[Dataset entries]
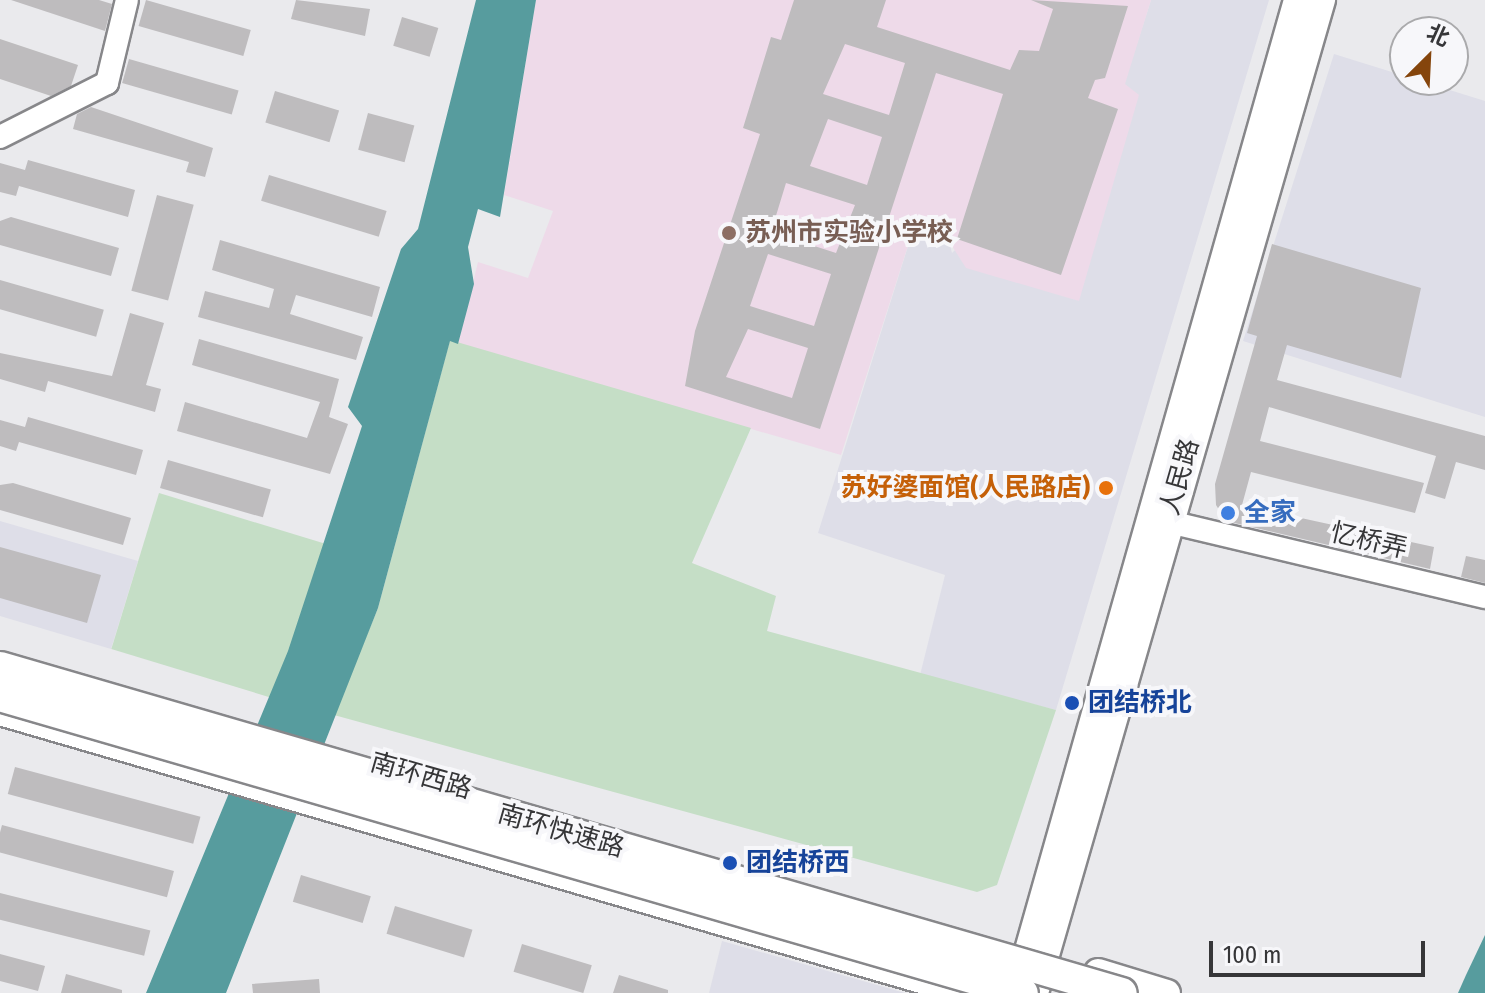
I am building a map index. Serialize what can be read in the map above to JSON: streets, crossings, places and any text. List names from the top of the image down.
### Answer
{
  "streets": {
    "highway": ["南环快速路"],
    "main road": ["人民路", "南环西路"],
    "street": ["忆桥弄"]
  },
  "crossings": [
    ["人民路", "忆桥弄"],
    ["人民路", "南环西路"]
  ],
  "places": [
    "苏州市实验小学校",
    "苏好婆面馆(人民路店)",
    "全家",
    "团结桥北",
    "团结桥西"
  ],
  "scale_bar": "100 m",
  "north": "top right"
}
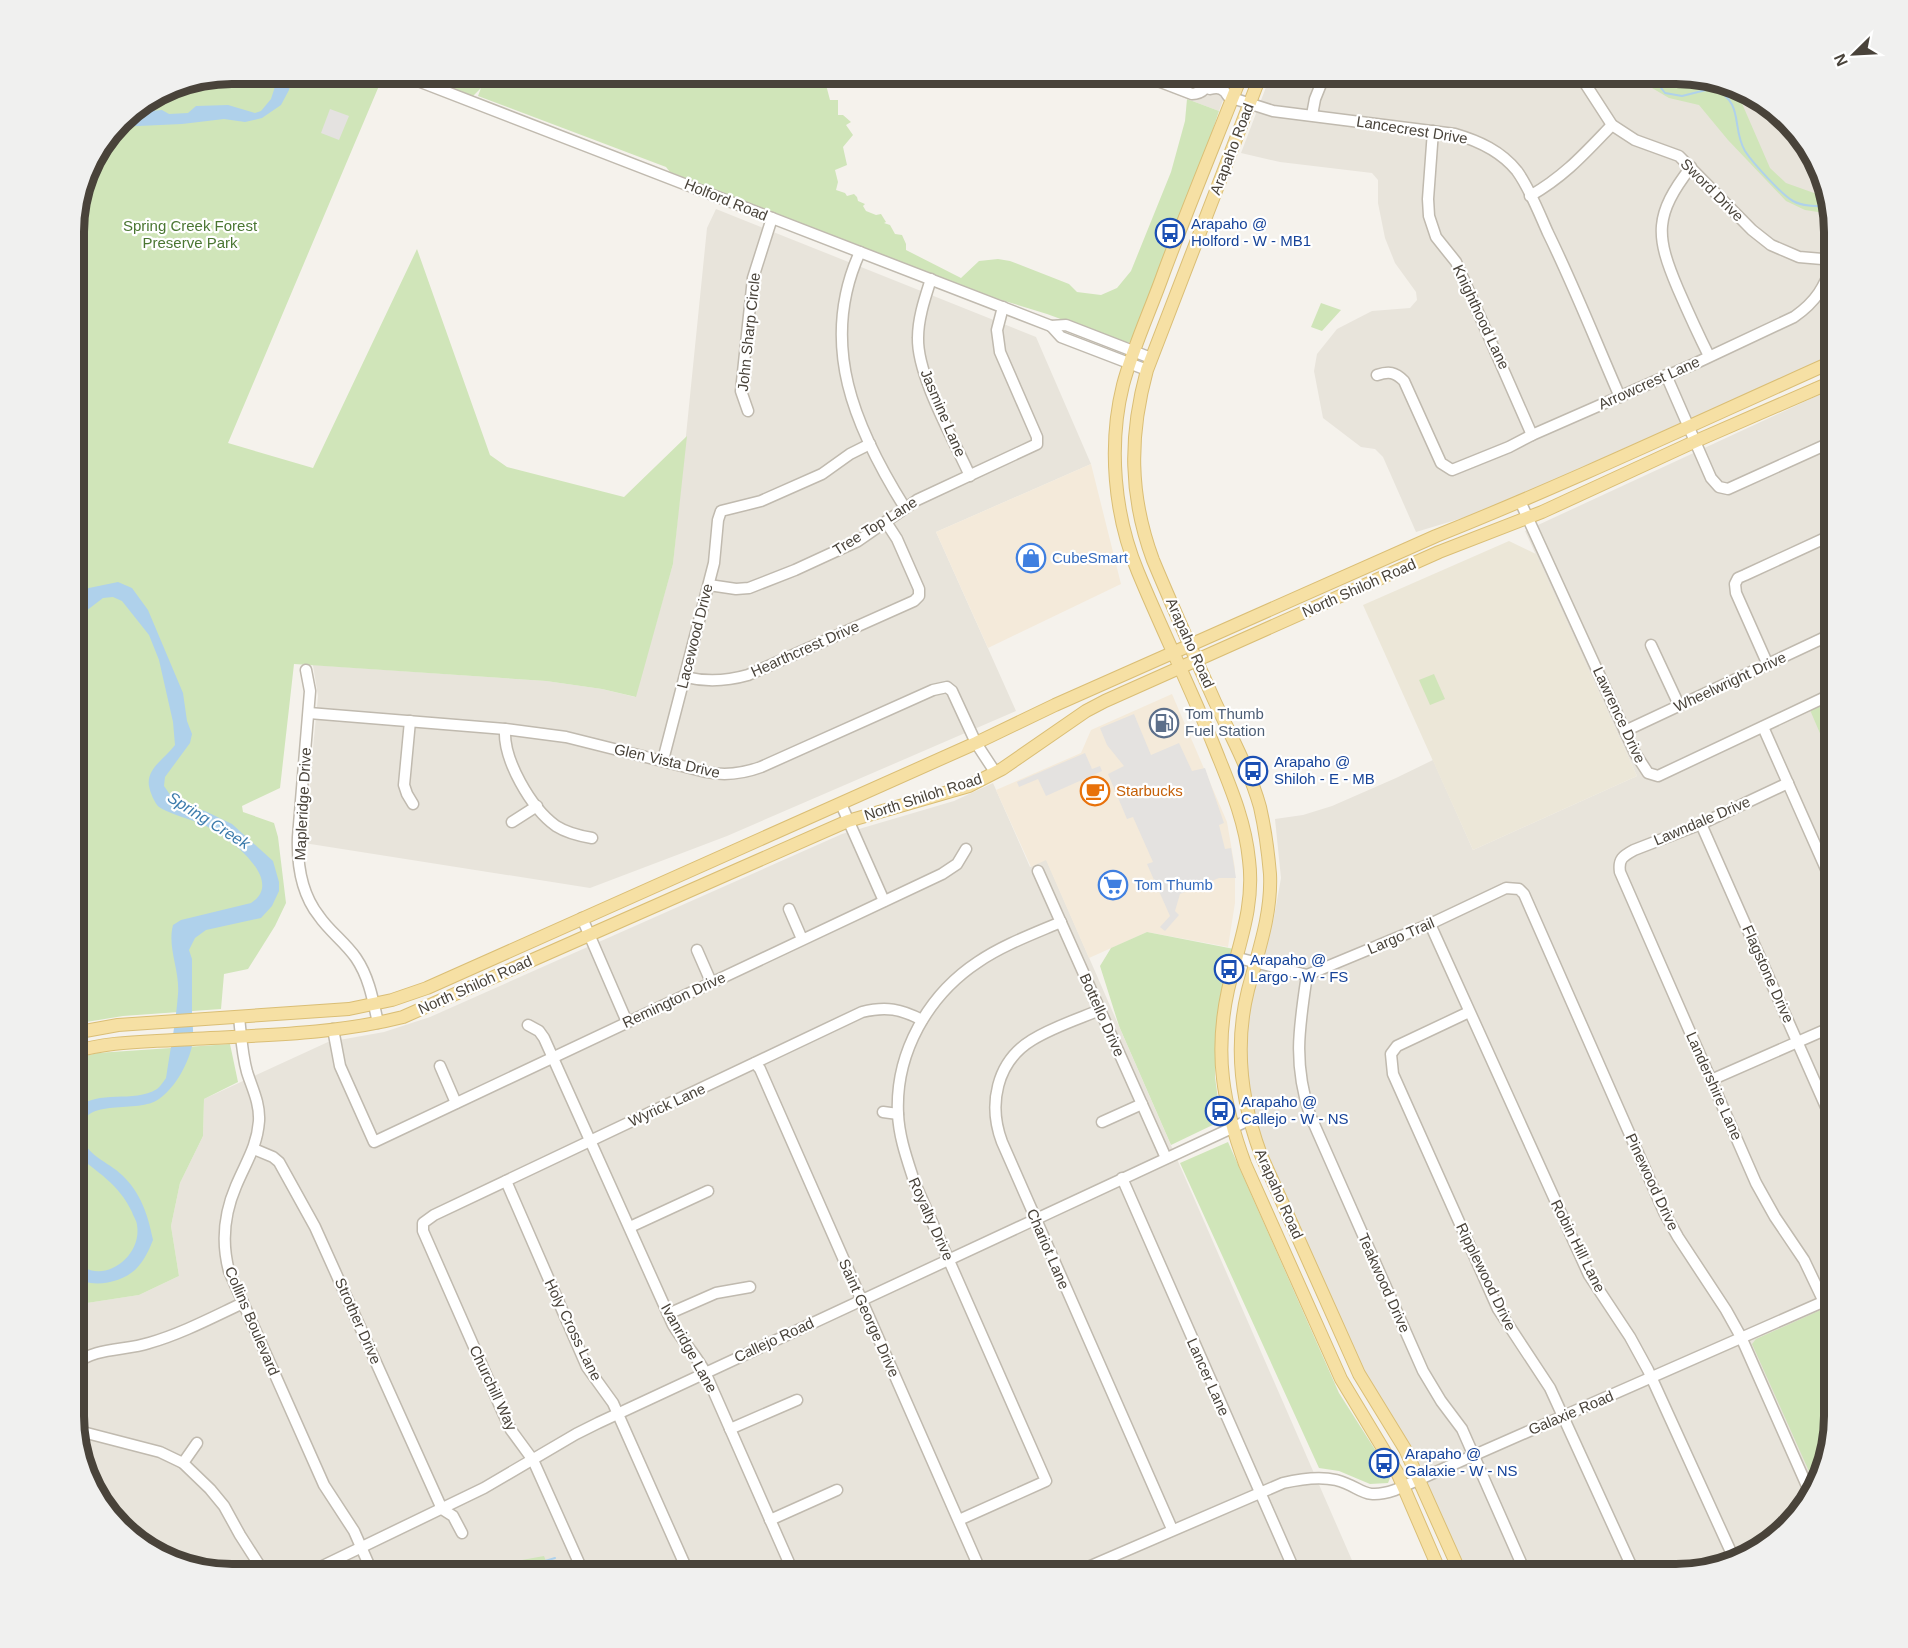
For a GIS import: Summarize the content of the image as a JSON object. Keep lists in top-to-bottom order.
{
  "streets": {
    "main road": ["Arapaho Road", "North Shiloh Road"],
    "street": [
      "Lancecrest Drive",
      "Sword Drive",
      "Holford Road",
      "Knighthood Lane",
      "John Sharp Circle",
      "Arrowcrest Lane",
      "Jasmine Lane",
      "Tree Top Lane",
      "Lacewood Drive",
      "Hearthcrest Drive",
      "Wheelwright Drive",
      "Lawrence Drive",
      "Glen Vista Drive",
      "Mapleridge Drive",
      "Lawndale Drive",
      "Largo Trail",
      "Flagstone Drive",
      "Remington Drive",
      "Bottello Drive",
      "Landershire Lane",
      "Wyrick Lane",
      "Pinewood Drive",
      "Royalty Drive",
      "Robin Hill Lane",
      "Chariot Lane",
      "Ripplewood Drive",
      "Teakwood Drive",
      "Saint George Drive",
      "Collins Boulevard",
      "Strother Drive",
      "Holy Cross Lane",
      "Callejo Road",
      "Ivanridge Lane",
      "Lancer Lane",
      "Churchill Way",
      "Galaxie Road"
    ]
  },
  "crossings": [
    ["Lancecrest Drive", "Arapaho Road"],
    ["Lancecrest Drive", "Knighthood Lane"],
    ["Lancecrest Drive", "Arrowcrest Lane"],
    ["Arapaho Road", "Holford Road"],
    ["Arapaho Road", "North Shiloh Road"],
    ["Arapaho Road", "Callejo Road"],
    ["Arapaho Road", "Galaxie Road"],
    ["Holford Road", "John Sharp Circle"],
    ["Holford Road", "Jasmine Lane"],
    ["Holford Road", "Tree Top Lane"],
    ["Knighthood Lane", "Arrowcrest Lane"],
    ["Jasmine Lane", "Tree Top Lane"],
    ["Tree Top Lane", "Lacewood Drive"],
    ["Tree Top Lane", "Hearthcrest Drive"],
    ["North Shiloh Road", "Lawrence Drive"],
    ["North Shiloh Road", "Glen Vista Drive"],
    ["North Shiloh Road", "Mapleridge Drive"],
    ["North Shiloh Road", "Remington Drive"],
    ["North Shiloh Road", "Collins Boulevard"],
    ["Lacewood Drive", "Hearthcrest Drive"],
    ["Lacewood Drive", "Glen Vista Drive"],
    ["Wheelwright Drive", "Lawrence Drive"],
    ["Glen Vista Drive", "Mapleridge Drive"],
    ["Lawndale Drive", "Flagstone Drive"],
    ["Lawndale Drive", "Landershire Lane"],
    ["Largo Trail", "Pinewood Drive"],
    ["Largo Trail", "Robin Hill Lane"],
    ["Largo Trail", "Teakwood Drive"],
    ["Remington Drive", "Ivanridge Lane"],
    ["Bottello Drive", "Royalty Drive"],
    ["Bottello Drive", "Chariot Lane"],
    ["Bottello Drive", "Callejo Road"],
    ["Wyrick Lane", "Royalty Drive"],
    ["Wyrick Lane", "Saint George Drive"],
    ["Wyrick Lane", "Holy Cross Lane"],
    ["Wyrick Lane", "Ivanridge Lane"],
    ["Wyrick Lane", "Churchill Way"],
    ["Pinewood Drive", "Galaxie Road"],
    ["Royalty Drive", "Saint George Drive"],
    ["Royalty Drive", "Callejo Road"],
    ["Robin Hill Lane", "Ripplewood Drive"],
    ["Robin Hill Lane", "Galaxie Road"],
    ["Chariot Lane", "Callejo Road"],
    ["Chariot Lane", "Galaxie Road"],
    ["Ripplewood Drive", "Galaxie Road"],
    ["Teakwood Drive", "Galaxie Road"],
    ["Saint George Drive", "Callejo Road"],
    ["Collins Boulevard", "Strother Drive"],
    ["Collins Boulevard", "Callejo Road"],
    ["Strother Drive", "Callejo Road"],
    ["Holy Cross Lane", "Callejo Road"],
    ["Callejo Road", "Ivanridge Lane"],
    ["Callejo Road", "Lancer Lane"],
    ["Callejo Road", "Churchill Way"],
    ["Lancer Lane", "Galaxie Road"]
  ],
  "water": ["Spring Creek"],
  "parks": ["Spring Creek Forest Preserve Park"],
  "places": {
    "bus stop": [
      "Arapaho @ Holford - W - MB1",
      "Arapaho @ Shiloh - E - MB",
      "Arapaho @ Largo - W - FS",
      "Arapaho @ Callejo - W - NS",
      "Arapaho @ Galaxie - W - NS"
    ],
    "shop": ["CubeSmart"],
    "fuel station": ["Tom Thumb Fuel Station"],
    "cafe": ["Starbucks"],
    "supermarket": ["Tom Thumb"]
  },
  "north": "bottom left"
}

▶ **Assignment**
Retype each line of the records exactly as it reads; no pictures belong in the copy.

▶ **Answer for the task**
I am building a map index. Serialize what can be read in the map above to JSON: streets, crossings, places and any text. List names from the top of the image down.
### Answer
{
  "streets": {
    "highway": ["南环快速路"],
    "main road": ["人民路", "南环西路"],
    "street": ["忆桥弄"]
  },
  "crossings": [
    ["人民路", "忆桥弄"],
    ["人民路", "南环西路"]
  ],
  "places": [
    "苏州市实验小学校",
    "苏好婆面馆(人民路店)",
    "全家",
    "团结桥北",
    "团结桥西"
  ],
  "scale_bar": "100 m",
  "north": "top right"
}
For a GIS import: Summarize the content of the image as a JSON object. Keep lists in top-to-bottom order.
{
  "streets": {
    "main road": ["Arapaho Road", "North Shiloh Road"],
    "street": [
      "Lancecrest Drive",
      "Sword Drive",
      "Holford Road",
      "Knighthood Lane",
      "John Sharp Circle",
      "Arrowcrest Lane",
      "Jasmine Lane",
      "Tree Top Lane",
      "Lacewood Drive",
      "Hearthcrest Drive",
      "Wheelwright Drive",
      "Lawrence Drive",
      "Glen Vista Drive",
      "Mapleridge Drive",
      "Lawndale Drive",
      "Largo Trail",
      "Flagstone Drive",
      "Remington Drive",
      "Bottello Drive",
      "Landershire Lane",
      "Wyrick Lane",
      "Pinewood Drive",
      "Royalty Drive",
      "Robin Hill Lane",
      "Chariot Lane",
      "Ripplewood Drive",
      "Teakwood Drive",
      "Saint George Drive",
      "Collins Boulevard",
      "Strother Drive",
      "Holy Cross Lane",
      "Callejo Road",
      "Ivanridge Lane",
      "Lancer Lane",
      "Churchill Way",
      "Galaxie Road"
    ]
  },
  "crossings": [
    ["Lancecrest Drive", "Arapaho Road"],
    ["Lancecrest Drive", "Knighthood Lane"],
    ["Lancecrest Drive", "Arrowcrest Lane"],
    ["Arapaho Road", "Holford Road"],
    ["Arapaho Road", "North Shiloh Road"],
    ["Arapaho Road", "Callejo Road"],
    ["Arapaho Road", "Galaxie Road"],
    ["Holford Road", "John Sharp Circle"],
    ["Holford Road", "Jasmine Lane"],
    ["Holford Road", "Tree Top Lane"],
    ["Knighthood Lane", "Arrowcrest Lane"],
    ["Jasmine Lane", "Tree Top Lane"],
    ["Tree Top Lane", "Lacewood Drive"],
    ["Tree Top Lane", "Hearthcrest Drive"],
    ["North Shiloh Road", "Lawrence Drive"],
    ["North Shiloh Road", "Glen Vista Drive"],
    ["North Shiloh Road", "Mapleridge Drive"],
    ["North Shiloh Road", "Remington Drive"],
    ["North Shiloh Road", "Collins Boulevard"],
    ["Lacewood Drive", "Hearthcrest Drive"],
    ["Lacewood Drive", "Glen Vista Drive"],
    ["Wheelwright Drive", "Lawrence Drive"],
    ["Glen Vista Drive", "Mapleridge Drive"],
    ["Lawndale Drive", "Flagstone Drive"],
    ["Lawndale Drive", "Landershire Lane"],
    ["Largo Trail", "Pinewood Drive"],
    ["Largo Trail", "Robin Hill Lane"],
    ["Largo Trail", "Teakwood Drive"],
    ["Remington Drive", "Ivanridge Lane"],
    ["Bottello Drive", "Royalty Drive"],
    ["Bottello Drive", "Chariot Lane"],
    ["Bottello Drive", "Callejo Road"],
    ["Wyrick Lane", "Royalty Drive"],
    ["Wyrick Lane", "Saint George Drive"],
    ["Wyrick Lane", "Holy Cross Lane"],
    ["Wyrick Lane", "Ivanridge Lane"],
    ["Wyrick Lane", "Churchill Way"],
    ["Pinewood Drive", "Galaxie Road"],
    ["Royalty Drive", "Saint George Drive"],
    ["Royalty Drive", "Callejo Road"],
    ["Robin Hill Lane", "Ripplewood Drive"],
    ["Robin Hill Lane", "Galaxie Road"],
    ["Chariot Lane", "Callejo Road"],
    ["Chariot Lane", "Galaxie Road"],
    ["Ripplewood Drive", "Galaxie Road"],
    ["Teakwood Drive", "Galaxie Road"],
    ["Saint George Drive", "Callejo Road"],
    ["Collins Boulevard", "Strother Drive"],
    ["Collins Boulevard", "Callejo Road"],
    ["Strother Drive", "Callejo Road"],
    ["Holy Cross Lane", "Callejo Road"],
    ["Callejo Road", "Ivanridge Lane"],
    ["Callejo Road", "Lancer Lane"],
    ["Callejo Road", "Churchill Way"],
    ["Lancer Lane", "Galaxie Road"]
  ],
  "water": ["Spring Creek"],
  "parks": ["Spring Creek Forest Preserve Park"],
  "places": {
    "bus stop": [
      "Arapaho @ Holford - W - MB1",
      "Arapaho @ Shiloh - E - MB",
      "Arapaho @ Largo - W - FS",
      "Arapaho @ Callejo - W - NS",
      "Arapaho @ Galaxie - W - NS"
    ],
    "shop": ["CubeSmart"],
    "fuel station": ["Tom Thumb Fuel Station"],
    "cafe": ["Starbucks"],
    "supermarket": ["Tom Thumb"]
  },
  "north": "bottom left"
}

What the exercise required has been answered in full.